06.01Insectocaust
Unlike most people, I’m not very fond of bugs. I won’t even go into my downright loathing of spiders, as it strays from the point, but consider that factoid bonus material. Loathing.
Last night there were thousands of ants on the front porch of my apartment building. I say this without exaggeration or hyperbole (as in “I ate a thousand burritos for lunch” or “I could go for a million naps right now”), but as actual fact. Thousands of little black marauders making their way from the cracked concrete porch and going…well, going nowhere. Just running around in dumb ant circles. There were several ants with wings amongst the group as well. They weren’t flying, though, which made me angry. It’s like they take their wings for granted. Had I wings, I’d use them almost constantly just because I could. If I needed something from across the room, you can be damn sure I’d take the mid-air route to get it.
When I first came across the insect horde, they had themselves contained to the split concrete slab by the door and had no interest in going out into the lawn or into the building itself. I was kind of okay with that. A couple hops and I could get by. As the night wore on, however, the whole situation kept bugging me (get it?). I decided to go back down and check. Their number had increased by several hundred and at least a hundred of that several hundred was inside the front door. I knew what I needed to do.
I ran back upstairs to find bug spray. The only Raid I had was meant to be used indoors to kill fleas. I mentally rearranged that to say that it is to be used anywhere to kill whatever you want. I took the can downstairs and destroyed the collection of beasties that had made their way indoors. Then the taste for blood (do ants have blood? must research) hit me and I took the can outside. About half a can later and the frantic antapalooza was reduced to an ant battlefield littered with thousands of tiny black corpses. My work was done with no remorse. Even when I was walking across the warzone and it sounded like I was treading through snow, I only got a little grossed out. I was right, they were wrong.
As my son and I left the building this morning, we hopped past the Porch Of The Dead. He asked what they were and I explained they were ants dead due to my diligent work. He looked at them and then looked at me and asked “Why?” I verbally fumbled and stuttered, having no real answer. I don’t think it’s right to teach your child to kill anything that just bothers you, so I had no firm reply. Now I feel bad.
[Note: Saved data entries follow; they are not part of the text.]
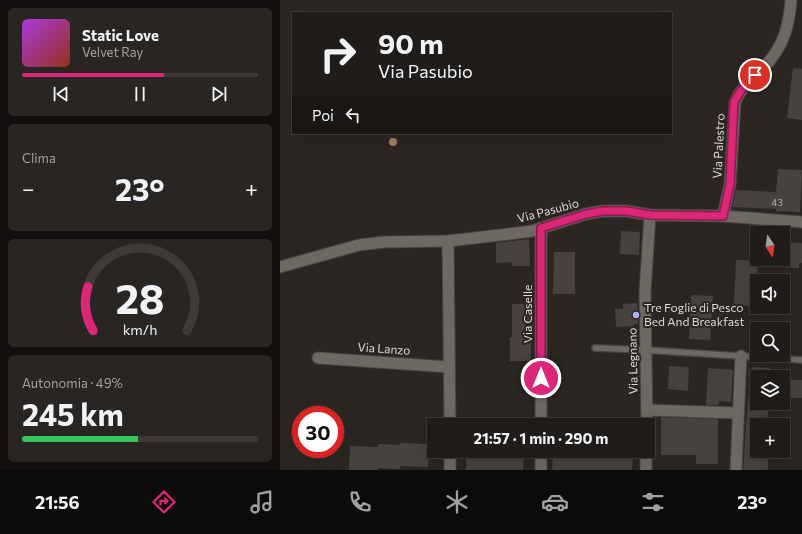 <!DOCTYPE html>
<html lang="it">
<meta charset="utf-8">
<style>
:root{--surface:#201c19;--page:#282522;--text:#f1f3f6;--muted:#a2a1a2;--line:#3d3a38;--accent:#db2777}
body{margin:0;font-family:Commissioner,sans-serif;background:var(--page);color:var(--text);height:100vh;display:flex;flex-direction:column;font-size:15px;white-space:nowrap}
*{box-sizing:border-box;margin:0}
p{font-size:13px;color:var(--muted)}
.icon{flex:none;width:22px;height:22px;fill:none;stroke:currentColor;stroke-width:2;stroke-linecap:round;stroke-linejoin:round}
.map{position:relative;flex:1;overflow:hidden}
.drawer{display:flex;flex-direction:column;gap:8px;padding:8px;background:#120f0e;width:280px}
.drawer>*{flex:none}
.banner{position:absolute;left:12px;top:12px;width:380px;height:122px;border-radius:0px;box-shadow:0 4px 16px #0002,0 0 0 1px var(--line);background:#201c19;color:var(--text);overflow:hidden}
.needle{width:26px;rotate:167deg}
.fabs{position:absolute;left:470px;top:226px;display:grid;gap:8px}
.fabs a{display:grid;place-items:center;width:40px;height:40px;border-radius:0px;background:var(--surface);box-shadow:0 4px 16px #0002,0 0 0 1px var(--line);font-size:20px}
.speed{position:absolute;left:12px;top:406px;display:flex;gap:8px;font-size:20px;font-weight:700;text-align:center}
.speed>*{display:grid;place-content:center;width:52px;height:52px;border-radius:50%;background:var(--surface);box-shadow:0 4px 16px #0002,0 0 0 1px var(--line);line-height:1}
.speed .limit{border:6px solid #d22;background:#fff;color:#111}
.pin{position:absolute;display:grid;place-items:center;width:34px;height:34px;color:#fff;margin:-17px;border:2px solid #fff;border-radius:50%;box-shadow:0 1px 4px #0007}
.me{position:absolute;width:44px;margin:-22px;rotate:0deg;stroke-linejoin:round;filter:drop-shadow(0 0 3px #0008)}
.turn{display:flex;align-items:center;gap:14px;height:84px;padding:0 20px;font-size:18px}
.turn .icon{width:52px;height:52px;stroke-width:2.5}
.turn b{display:block;font-size:28px;line-height:34px}
.then{display:flex;align-items:center;height:38px;padding:0 20px;background:#0003;gap:8px;font-size:15px}
.big{font-size:30px;font-weight:700;line-height:1.1}
.drawer .card{flex:1;display:flex;flex-direction:column;justify-content:center;gap:6px;min-width:0;padding:0 14px;border-radius:6px;background:var(--page)}
.drawer .dial{align-items:center;gap:0}
.dial svg{height:104px;overflow:visible;fill:none;stroke:var(--line);stroke-width:7;stroke-linecap:round;text-anchor:middle}
.dial text{fill:var(--text);stroke:none}
.song{display:flex;align-items:center;gap:12px}
.cover{width:48px;height:48px;border-radius:6px;background:linear-gradient(135deg,hsl(280 70% 55%),hsl(10 70% 35%))}
.played{height:4px;border-radius:2px;background:linear-gradient(90deg,var(--accent) 60%,var(--line) 60%)}
.keys{display:flex;justify-content:space-around;direction:ltr}
.heat{display:flex;justify-content:space-between;align-items:center;font-size:22px;direction:ltr}
.charge{height:6px;border-radius:3px;background:linear-gradient(90deg,#34c759 49%,var(--line) 0)}
.trip{position:absolute;left:147px;top:418px;width:228px;height:40px;border-radius:0px;background:var(--surface);box-shadow:0 4px 16px #0002,0 0 0 1px var(--line);font-weight:700;line-height:40px;text-align:center}
.menu{display:flex;height:64px;justify-content:space-around;align-items:center;background:#0d0b0a;color:var(--muted)}
.menu .icon{width:28px;height:28px}
.menu .active{color:var(--accent)}
.menu b{font-size:18px;color:var(--text)}
main{display:flex;flex:1;min-height:0}
.map>svg:first-child{display:block}
.building{fill:#47423d}
.lines{fill:none;stroke-linecap:round;stroke-linejoin:round}
.lane-casing{stroke:#484440;stroke-width:8}
.street-casing{stroke:#484440;stroke-width:13}
.lane{stroke:#6e6862;stroke-width:5.5}
.street{stroke:#6e6862;stroke-width:11}
.tree{fill:#9e7d5f}
.route-casing{stroke:#8e194d;stroke-width:10}
.route{stroke:#db2777;stroke-width:7}
.poi-dot{fill:#a9b0fc;stroke:#2b2621;stroke-width:1.5}
.labels{text-anchor:middle;stroke-width:4;stroke-linejoin:round;paint-order:stroke}
.number-label{font-size:10px;fill:#b8b3b0}
.street-label{font-size:12px;fill:#ddd9d6;stroke:#2b2621}
.poi-label{font-size:12px;fill:#ddd9d6;stroke:#2b2621;text-anchor:start}
</style>
<main>
<section class="drawer">
<div class="card">
<div class="song"><i class="cover"></i><div><b>Static Love</b><p>Velvet Ray</p></div></div>
<div class="played"></div>
<div class="keys"><svg class="icon" aria-label="previous" viewBox="0 0 24 24"><path d="M18 5L8 12l10 7zM5 5v14"/></svg><svg class="icon" aria-label="pause" viewBox="0 0 24 24"><path d="M8 5v14M16 5v14"/></svg><svg class="icon" aria-label="next" viewBox="0 0 24 24"><path d="M6 5l10 7-10 7zM19 5v14"/></svg></div>
</div>
<div class="card"><p>Clima</p>
<div class="heat"><a>−</a><b class="big">23°</b><a>+</a></div>
</div>
<div class="card dial"><svg viewBox="0 0 100 80">
<path d="M14 69A42 42 0 1 1 86 69"/>
<path d="M14 69A42 42 0 0 1 10 35" stroke="#db2777"/>
<text x="50" y="56" font-size="32" font-weight="700">28</text>
<text x="50" y="72" font-size="11">km/h</text>
</svg></div>
<div class="card"><p>Autonomia · 49%</p><b class="big">245 km</b><div class="charge"></div></div>
</section>
<div class="map">
<svg width="522" height="470" viewBox="0 0 522 470">
<rect width="100%" height="100%" fill="#2b2621"/>
<g class="building">
<path d="M513,68L522,69V120L507,118Z"/>
<path d="M498,169L522,170L520,212L496,211V209L452,207L456,190L496,192Z"/>
<path d="M341,231L360,232L359,255L340,254Z"/>
<path d="M249,239L250,266H232V262L216,263V243Z"/>
<path d="M503,242L522,243V263H519V268L483,266V259H503Z"/>
<path d="M274,252H295V294H273Z"/>
<path d="M456,260L478,261L475,306L454,305Z"/>
<path d="M411,295L433,296L430,340L409,339Z"/>
<path d="M357,303L358,324H354V326L336,327L335,309H343V304Z"/>
<path d="M232,304H249L250,320L245,321V337H251V361H230V337H232Z"/>
<path d="M389,366L409,367L408,391L388,389Z"/>
<path d="M472,367L490,368V377H471Z"/>
<path d="M428,368L453,370L451,402L439,401V405H426Z"/>
<rect x="509" y="380" width="13" height="18"/>
<path d="M468,398H477V403H489L487,425H477V451H488V470H463Z"/>
<path d="M381,417L438,419V464H416V455H381Z"/>
<path d="M120,443L149,444L148,467L120,466V469L98,468V470H69L70,446L98,447V444L119,445Z"/>
<path d="M214,451H244L243,470H186V452L213,454Z"/>
<path d="M323,451L353,452L352,470H272L273,456L301,457V453L323,454Z"/>
</g>
<g class="lines">
<g class="lane-casing">
<path id="lane" d="M315,348L365,350L522,360"/>
</g>
<g class="street-casing">
<g id="street">
<path d="M443,216L450,185L455,102C463,84 473,79 486,65C504,45 509,26 511,0"/>
<path d="M168,241L170,425"/>
<path d="M0,267L79,245L104,242L168,241L229,234L252,231L306,214L323,211H347L370,215L443,216L522,222"/>
<path d="M38,358L169,367"/>
<path d="M367,410L458,413"/>
<path d="M261,425V228"/>
<path d="M367,425L365,292L370,215"/>
<path d="M170,451V470"/>
<path d="M261,470V451"/>
<path d="M366,470V451"/>
<path d="M456,470L461,356"/>
</g>
</g>
<use href="#lane" class="lane"/>
<use href="#street" class="street"/>
</g>
<circle class="tree" cx="113" cy="142" r="4"/>
<g class="lines">
<g class="route-casing">
<path id="route" d="M261,378V228L306,214L323,211H347L370,215L443,216L450,185L454,102C460,91 466,83 475,75"/>
</g>
<use href="#route" class="route"/>
</g>
<circle class="poi-dot" cx="356" cy="315" r="4"/>
<g class="labels">
<g class="number-label">
<text x="497" y="206">43</text>
</g>
<g class="street-label">
<text transform="translate(439 146) rotate(-87)" y="4">Via Palestro</text>
<text transform="translate(268 211) rotate(-15)" y="4">Via Pasubio</text>
<text transform="translate(248 314) rotate(-90)" y="4">Via Caselle</text>
<text transform="translate(104 349) rotate(4)" y="4">Via Lanzo</text>
<text transform="translate(353 361) rotate(-91)" y="4">Via Legnano</text>
</g>
<g class="poi-label">
<text x="364" y="312">Tre Foglie di Pesco<tspan x="364" dy="14">Bed And Breakfast</tspan></text>
</g>
</g>
</svg>
<div class="fabs">
<a><svg class="needle" viewBox="-14 -14 28 28"><path d="M0-13l5 13h-10z" fill="#e53935"/><path d="M0 13l5-13h-10z" fill="#a2a1a2"/></svg></a>
<a><svg class="icon" aria-label="sound" viewBox="0 0 24 24"><path d="M4 9h4l5-4v14l-5-4H4zM17 9q2 3 0 6"/></svg></a>
<a><svg class="icon" aria-label="search" viewBox="0 0 24 24"><circle cx="10" cy="10" r="6"/><path d="M15 15l6 6"/></svg></a>
<a><svg class="icon" aria-label="layers" viewBox="0 0 24 24"><path d="M12 4l9 5-9 5-9-5zM3 14l9 5 9-5"/></svg></a>
<a>+</a>
</div>
<div class="speed"><div class="limit">30</div></div>
<div class="pin" style="left:475px;top:75px;background:#d93025"><svg class="icon" aria-label="arrive" viewBox="0 0 24 24"><path d="M6 21V4h12l-3 4 3 4H6"/></svg></div>
<svg class="me" style="left:261px;top:378px" viewBox="-20 -20 40 40"><circle r="17" fill="#db2777" stroke="#fff" stroke-width="3"/><path d="M0-11L8 9 0 5-8 9z" fill="#fff"/></svg>
<div class="trip">21:57 · 1 min · 290 m</div>
<div class="banner">
<div class="turn"><svg class="icon" aria-label="right" viewBox="0 0 24 24"><path d="M7 20v-9h11M14 6l5 5-5 5"/></svg><div><b>90 m</b>Via Pasubio</div></div>
<div class="then">Poi<svg class="icon" aria-label="left" viewBox="0 0 24 24"><path d="M17 20v-9H6M10 6l-5 5 5 5"/></svg></div>
</div>
</div>
</main>
<nav class="menu">
<b>21:56</b>
<svg class="icon active" aria-label="directions" viewBox="0 0 24 24"><path d="M12 3l9 9-9 9-9-9zM9 14v-3h6M13 9l2 2-2 2"/></svg>
<svg class="icon" aria-label="music" viewBox="0 0 24 24"><path d="M9 18V5l10-2v13"/><circle cx="6" cy="18" r="3"/><circle cx="16" cy="16" r="3"/></svg>
<svg class="icon" aria-label="phone" viewBox="0 0 24 24"><path d="M5 4h4l2 5-3 2q2 4 5 5l2-3 5 2v4C11 20 4 13 5 4z"/></svg>
<svg class="icon" aria-label="climate" viewBox="0 0 24 24"><path d="M12 3v18M4 7l16 10M4 17L20 7"/></svg>
<svg class="icon" aria-label="car" viewBox="0 0 24 24"><path d="M5 17H2v-5l4-1 3-4h7l3 4 3 1v5h-3M9 17h6M6 11h13"/><circle cx="7" cy="17" r="2"/><circle cx="17" cy="17" r="2"/></svg>
<svg class="icon" aria-label="filters" viewBox="0 0 24 24"><path d="M4 7h16M4 17h16"/><circle cx="9" cy="7" r="2"/><circle cx="15" cy="17" r="2"/></svg>
<b>23°</b>
</nav>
The moral of the story is that when you kill things, don’t show your children the bodies.
b

All that hate about cars and their hapless drivers. Now you are KILLING? Why?! Why so much hatred? I want to be proud of you. I really do, but…
Whatever.
Maybe you could have explained to Benjamin that it’s not killing if the living thing was never meant to be…
Or…
Tell him that it was to liberate them.
June 1st, 2008 at 2:57 pm
Nicely done, Father o’ the Year. Just kidding. I’m trying to be nice on your blog so you don’t get your feelings hurt. It’s hard, though. I guess I’m just a naturally mean person–when I’m around you. Hmm, I forgot what my point was…
June 1st, 2008 at 5:16 pm
“Their number had increased by several hundred and at least a hundred of that several hundred was inside the front door.”
- IAC, should that “was” be “were?”
“The moral of the story is that when you kill things, don’t show your children the bodies.”
- Duh. Have you not watched enough mob movies to know how that ends?
And I feel like this could, perhaps, be why people look at your blog and go “mean” but look at David’s blog and go “yay.” Actually, I did really like this post and laughed out loud (ask my house mate) at a couple points. So…well done, sir. I salute you.
June 1st, 2008 at 8:31 pm
Ants are AWESOME, you murderer.
June 2nd, 2008 at 12:17 pm
Stupid – Exactly. I set them free.
IAFC – Seems that if being around me makes you mean, you’re around me a lot.
Adam – They’re awesome in little crunchy piles, I know that much!
b
June 2nd, 2008 at 12:34 pm
Sad face!
June 2nd, 2008 at 6:49 pm
IAFC – Awwww…I didn’t mean nuffin’ by it, pookie.